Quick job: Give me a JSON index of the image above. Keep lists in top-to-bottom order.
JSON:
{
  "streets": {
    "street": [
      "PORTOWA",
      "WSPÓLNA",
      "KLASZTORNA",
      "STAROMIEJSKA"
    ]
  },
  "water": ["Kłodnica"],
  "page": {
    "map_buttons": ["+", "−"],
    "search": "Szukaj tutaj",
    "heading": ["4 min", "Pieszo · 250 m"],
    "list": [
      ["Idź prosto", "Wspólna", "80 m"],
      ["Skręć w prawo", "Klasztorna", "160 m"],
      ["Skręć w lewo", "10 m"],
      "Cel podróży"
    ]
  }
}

Exercise details:
Retype every entry above, word for word.

Output for this task:
Quick job: Give me a JSON index of the image above. Keep lists in top-to-bottom order.
JSON:
{
  "streets": {
    "street": [
      "PORTOWA",
      "WSPÓLNA",
      "KLASZTORNA",
      "STAROMIEJSKA"
    ]
  },
  "water": ["Kłodnica"],
  "page": {
    "map_buttons": ["+", "−"],
    "search": "Szukaj tutaj",
    "heading": ["4 min", "Pieszo · 250 m"],
    "list": [
      ["Idź prosto", "Wspólna", "80 m"],
      ["Skręć w prawo", "Klasztorna", "160 m"],
      ["Skręć w lewo", "10 m"],
      "Cel podróży"
    ]
  }
}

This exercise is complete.